What to do: What is needed is an exact transcription of every record.

*** Input records Section Begins ***

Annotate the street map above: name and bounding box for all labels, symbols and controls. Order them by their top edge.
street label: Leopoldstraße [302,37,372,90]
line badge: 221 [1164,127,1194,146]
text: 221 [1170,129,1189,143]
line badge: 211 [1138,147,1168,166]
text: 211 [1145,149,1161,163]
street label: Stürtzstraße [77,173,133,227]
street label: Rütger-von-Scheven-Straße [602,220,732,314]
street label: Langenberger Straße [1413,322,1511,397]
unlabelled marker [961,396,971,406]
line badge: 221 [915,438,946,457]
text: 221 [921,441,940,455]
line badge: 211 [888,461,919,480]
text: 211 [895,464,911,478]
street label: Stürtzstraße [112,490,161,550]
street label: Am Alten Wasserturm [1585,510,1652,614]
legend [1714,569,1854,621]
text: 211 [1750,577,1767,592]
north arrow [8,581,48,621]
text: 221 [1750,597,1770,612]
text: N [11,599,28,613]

*** Input records Section Ends ***

Task solution:
Annotate the street map above: name and bounding box for all labels, symbols and controls. Order them by their top edge.
street label: Leopoldstraße [302,37,372,90]
line badge: 221 [1164,127,1194,146]
text: 221 [1170,129,1189,143]
line badge: 211 [1138,147,1168,166]
text: 211 [1145,149,1161,163]
street label: Stürtzstraße [77,173,133,227]
street label: Rütger-von-Scheven-Straße [602,220,732,314]
street label: Langenberger Straße [1413,322,1511,397]
unlabelled marker [961,396,971,406]
line badge: 221 [915,438,946,457]
text: 221 [921,441,940,455]
line badge: 211 [888,461,919,480]
text: 211 [895,464,911,478]
street label: Stürtzstraße [112,490,161,550]
street label: Am Alten Wasserturm [1585,510,1652,614]
legend [1714,569,1854,621]
text: 211 [1750,577,1767,592]
north arrow [8,581,48,621]
text: 221 [1750,597,1770,612]
text: N [11,599,28,613]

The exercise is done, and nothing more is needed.